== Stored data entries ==
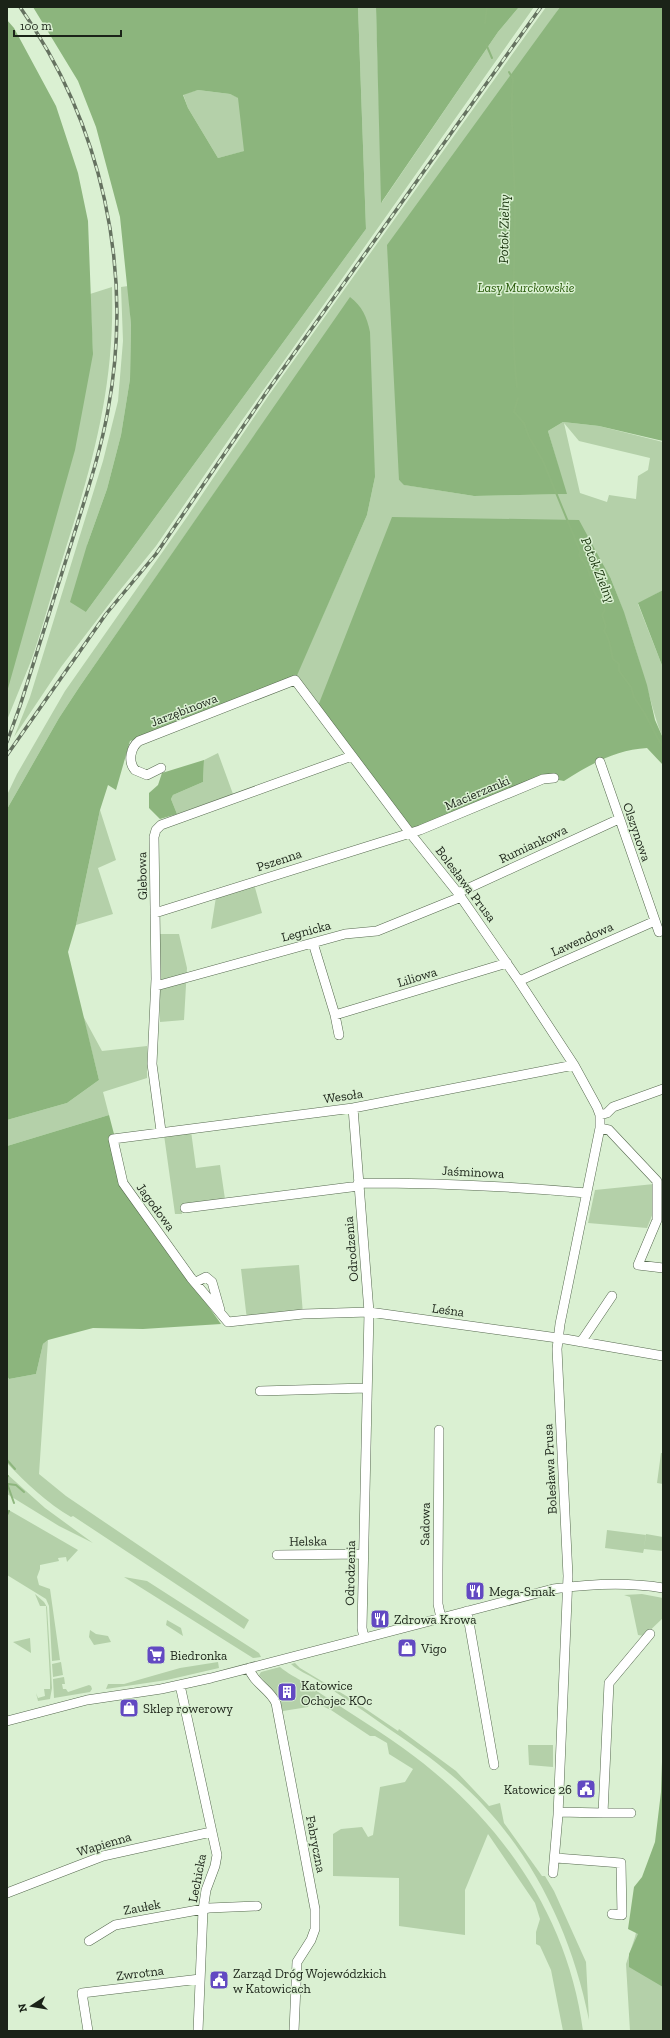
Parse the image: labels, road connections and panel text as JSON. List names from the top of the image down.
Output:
{
  "streets": {
    "street": [
      "Jarzębinowa",
      "Macierzanki",
      "Olszynowa",
      "Rumiankowa",
      "Pszenna",
      "Glebowa",
      "Bolesława Prusa",
      "Legnicka",
      "Lawendowa",
      "Liliowa",
      "Wesoła",
      "Jaśminowa",
      "Jagodowa",
      "Odrodzenia",
      "Leśna",
      "Sadowa",
      "Helska",
      "Wapienna",
      "Fabryczna",
      "Lechicka",
      "Zaułek",
      "Zwrotna"
    ]
  },
  "crossings": [
    ["Jarzębinowa", "Bolesława Prusa"],
    ["Macierzanki", "Pszenna"],
    ["Macierzanki", "Bolesława Prusa"],
    ["Olszynowa", "Rumiankowa"],
    ["Olszynowa", "Lawendowa"],
    ["Rumiankowa", "Bolesława Prusa"],
    ["Rumiankowa", "Legnicka"],
    ["Pszenna", "Glebowa"],
    ["Pszenna", "Bolesława Prusa"],
    ["Glebowa", "Bolesława Prusa"],
    ["Glebowa", "Legnicka"],
    ["Glebowa", "Wesoła"],
    ["Bolesława Prusa", "Legnicka"],
    ["Bolesława Prusa", "Lawendowa"],
    ["Bolesława Prusa", "Liliowa"],
    ["Bolesława Prusa", "Wesoła"],
    ["Bolesława Prusa", "Jaśminowa"],
    ["Bolesława Prusa", "Leśna"],
    ["Wesoła", "Jagodowa"],
    ["Wesoła", "Odrodzenia"],
    ["Jaśminowa", "Odrodzenia"],
    ["Jagodowa", "Leśna"],
    ["Odrodzenia", "Leśna"],
    ["Odrodzenia", "Helska"],
    ["Wapienna", "Lechicka"],
    ["Lechicka", "Zaułek"],
    ["Lechicka", "Zwrotna"]
  ],
  "water": ["Potok Zielny"],
  "parks": ["Lasy Murckowskie"],
  "places": {
    "restaurant": ["Mega-Smak", "Zdrowa Krowa"],
    "shop": ["Vigo", "Sklep rowerowy"],
    "supermarket": ["Biedronka"],
    "building": ["Katowice Ochojec KOc"],
    "public building": ["Katowice 26", "Zarząd Dróg Wojewódzkich w Katowicach"]
  },
  "scale_bar": "100 m",
  "north": "left"
}
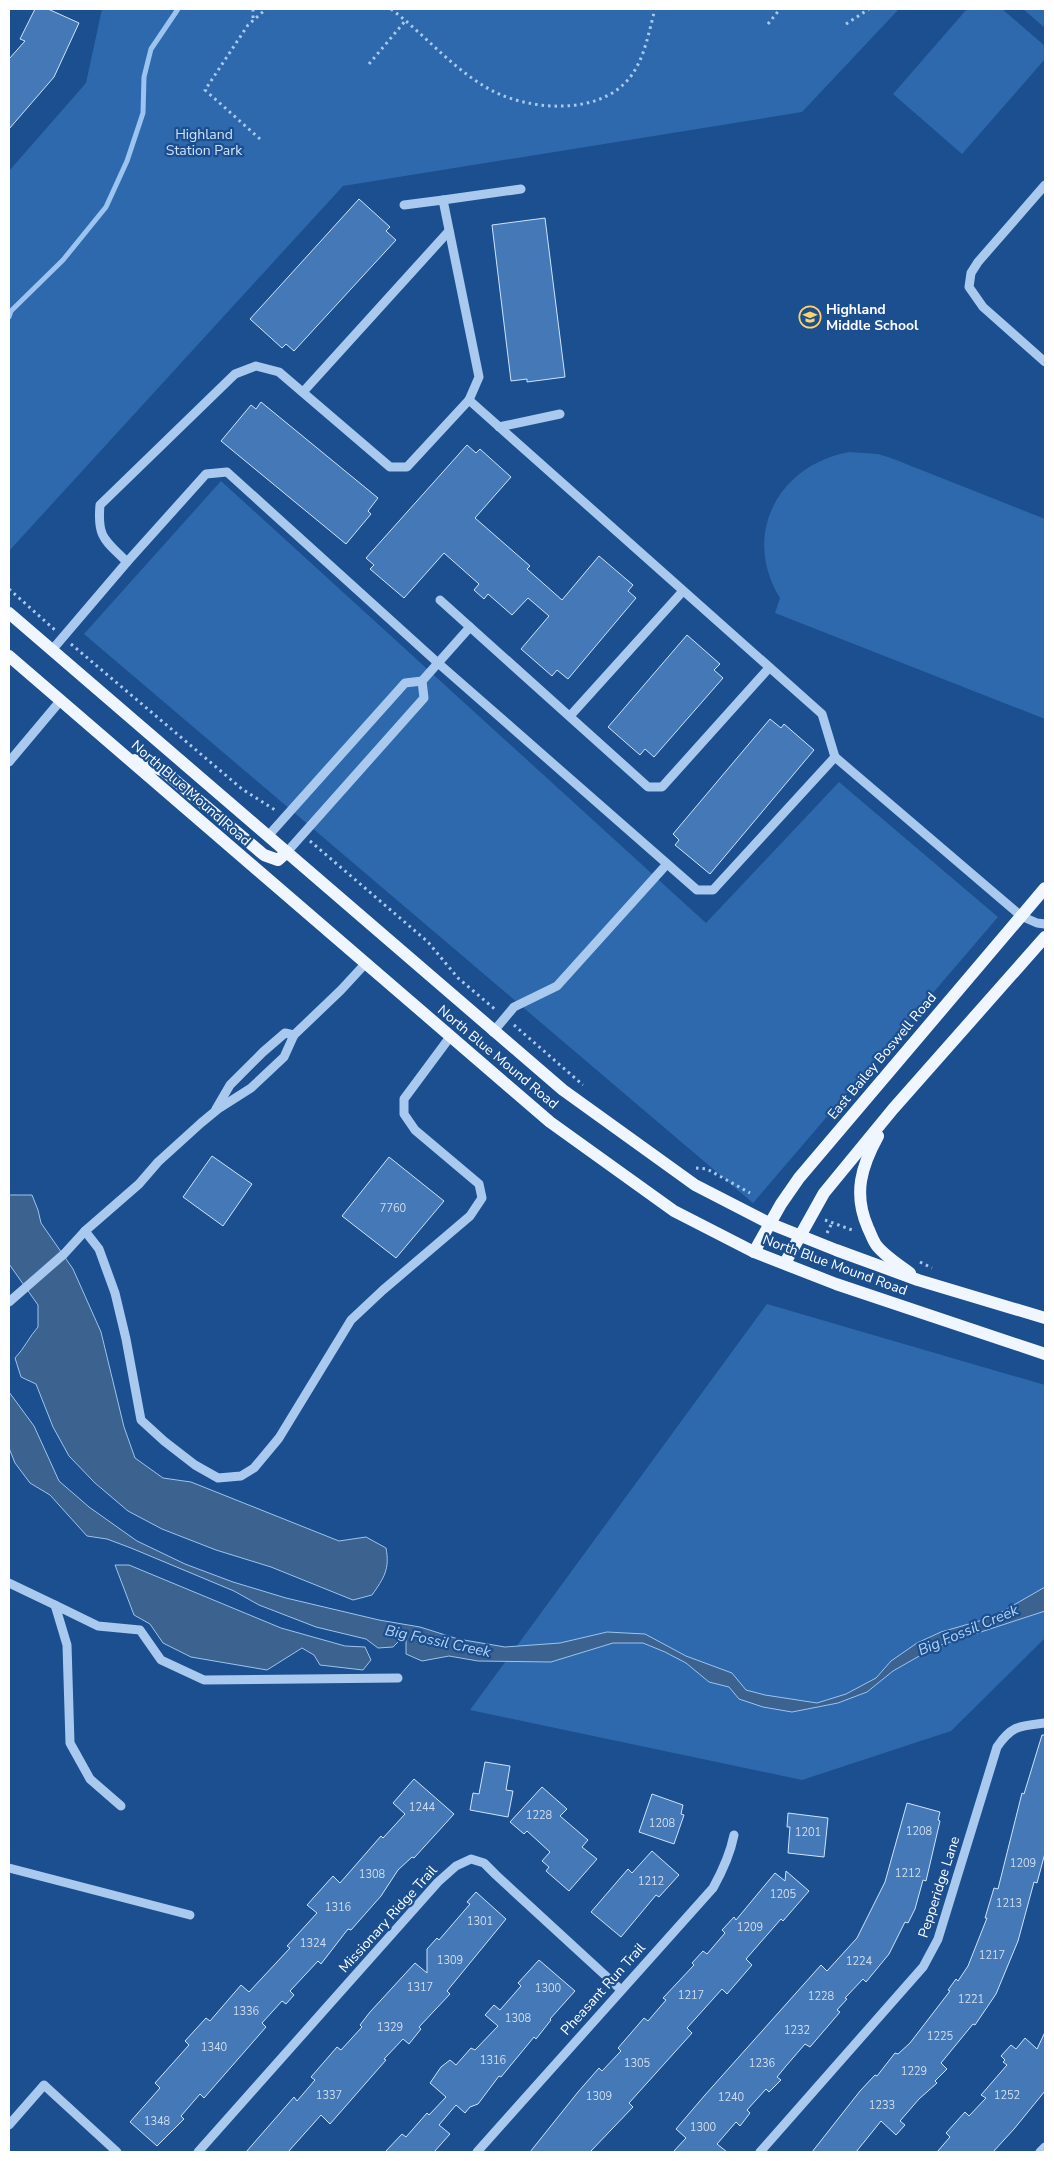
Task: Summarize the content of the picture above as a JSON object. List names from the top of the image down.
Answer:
{
  "streets": {
    "main road": ["North Blue Mound Road", "East Bailey Boswell Road"],
    "street": ["Pepperidge Lane", "Missionary Ridge Trail", "Pheasant Run Trail"]
  },
  "crossings": [
    ["North Blue Mound Road", "East Bailey Boswell Road"],
    ["Missionary Ridge Trail", "Pheasant Run Trail"]
  ],
  "water": ["Big Fossil Creek"],
  "parks": ["Highland Station Park"],
  "places": {
    "school or university": ["Highland Middle School"]
  },
  "house_numbers": [
    "7760",
    "1244",
    "1228",
    "1208",
    "1208",
    "1201",
    "1209",
    "1212",
    "1308",
    "1212",
    "1205",
    "1213",
    "1316",
    "1301",
    "1209",
    "1324",
    "1217",
    "1309",
    "1224",
    "1317",
    "1300",
    "1217",
    "1228",
    "1221",
    "1336",
    "1308",
    "1329",
    "1232",
    "1225",
    "1340",
    "1316",
    "1305",
    "1236",
    "1229",
    "1337",
    "1252",
    "1309",
    "1240",
    "1233",
    "1348",
    "1300"
  ]
}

== Goal of the exercise ==
Copy every line in the data above that has the string "Legnicka" in it.

== Exercise response ==
      "Legnicka",
    ["Rumiankowa", "Legnicka"],
    ["Glebowa", "Legnicka"],
    ["Bolesława Prusa", "Legnicka"],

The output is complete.